The hip-hop community has been disproportionately affected in cases where art is used as evidence. Notably, other forms of art and entertainment are rarely applied to criminal cases. On this disparity, Run The Jewels rapper Killer Mike tweeted “White woman, Nancy Brophy wrote “How to kill your husband” she did kill her husband. The courts did not allow that to be used as evidence becuz of her 1st amendment right.” Mike is exactly right. Brophy was recently convicted of second-degree murder without using her essay as evidence. Additionally, I find it particularly confusing that hip-hop is so often derided as a crime-ridden genre when guitar legend Eric Clapton can write a song called “Cocaine” about his enthusiasm for the drug or the Beatles can pen “Lucy in the Sky with Diamonds” (LSD) with minimal backlash. This distinction in public and legal response against Black art is not a new phenomenon. Such a difference in reaction to Black versus white art is the reason that Fox News commentator Geraldo Rivera could notoriously claim that “hip-hop has done more damage to Black people than racism in recent years.” The disparity is deafening, and some forget that the Rivera quote was in reference to a Kendrick Lamar song with the chorus “We gon be alright.” Rivera’s ignorance is just one example of resilience being called harmful. Too often, Black positivity and resilience are misrepresented in media as violence and censored as a result.
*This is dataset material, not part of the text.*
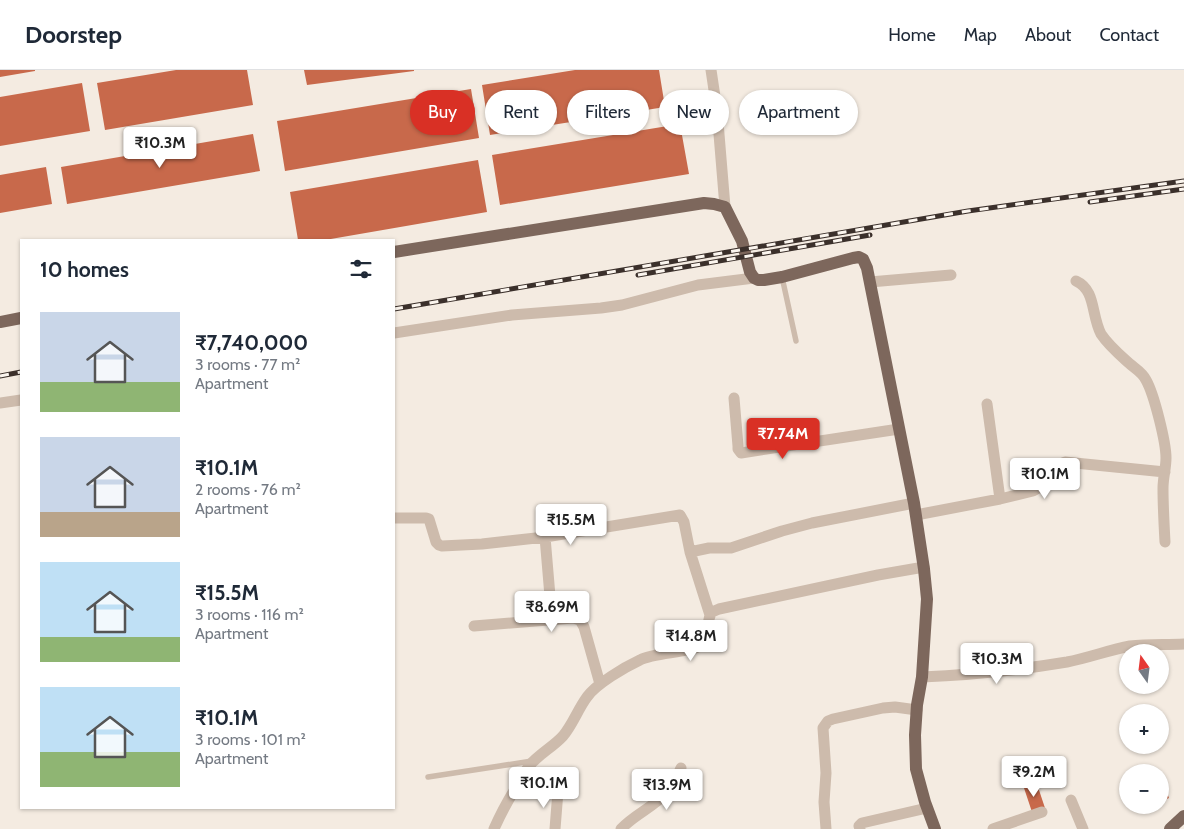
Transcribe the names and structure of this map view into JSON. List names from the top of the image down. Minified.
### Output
{"north":"top","page":{"header":"Doorstep","nav":["Home","Map","About","Contact"],"chip":["Buy","Rent","Filters","New","Apartment"],"price":["₹10.3M","₹7.74M","₹10.1M","₹15.5M","₹8.69M","₹14.8M","₹10.3M","₹9.2M","₹10.1M","₹13.9M"],"heading":"10 homes","list":[{"name":"₹7,740,000","note":"3 rooms · 77 m² · Apartment"},{"name":"₹10.1M","note":"2 rooms · 76 m² · Apartment"},{"name":"₹15.5M","note":"3 rooms · 116 m² · Apartment"},{"name":"₹10.1M","note":"3 rooms · 101 m² · Apartment"}],"map_buttons":["+","−"]}}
Even outside of the courtroom, law enforcement has lambasted hip-hop artists. In 1989, N.W.A.’s “F— tha Police,” a fictional but violent song written in response to Los Angeles Police Department police brutality, led to the group’s music label receiving a cease and desist letter from the FBI. The agency noted that they believed that their views “reflect the opinion of the entire law enforcement community” and that “music plays a significant role in society.” They also said “advocating violence and assault is wrong” the same year Aerosmith released a song with the lines “What did her daddy do?//It’s Janie’s last I.O.U//She had to take him down easy and put a bullet in his brain.” Yet, Aerosmith received no FBI letter. One could argue that Aerosmith was violent but not anti-police. However, if the issue was not violence, but anti-police rhetoric, then we should see similar responses to white, anti-police musicians. Metal band System of a Down accused law enforcement of “pushing little children with their fully-automatics” on their song “Deer Dance” and still, no letter. In Francis Ford Coppola’s 1972 “The Godfather” movie, he even displayed the murder of a police officer by the Italian mob. If not for genre, I struggle to find differences between these representations of violence and the images displayed in rap. While one could accuse hip-hop’s detractors as unadulterated bigots, I choose to presume best intent; that hip-hop narratives are significantly misunderstood in the scope of American culture.
As contemporary Black art, society seems to consume hip-hop stories differently than other, more traditional art forms. The genre is a treasure trove of holistic and illustrative stories reflecting on decades of African American history. Historical fiction serves as a documentation of culture through the years, and hip-hop is no exception. Minimizing its impact both prevents a larger audience from recognizing its significance and undervalues the talent of its creators. The FBI is right; music plays a hugely consequential role in society. Yet, they are incorrect in the supposed intersection between artistic expression and subsequent legal action. A line exists between creative works and admissible evidence, and the American legal system should protect its creators. Society is in a dangerous state when the government can censor artists. Freedom of expression doesn’t discriminate, but a system that limits it does.
Ben Brodsky (25C) is from Scottsdale, Arizona.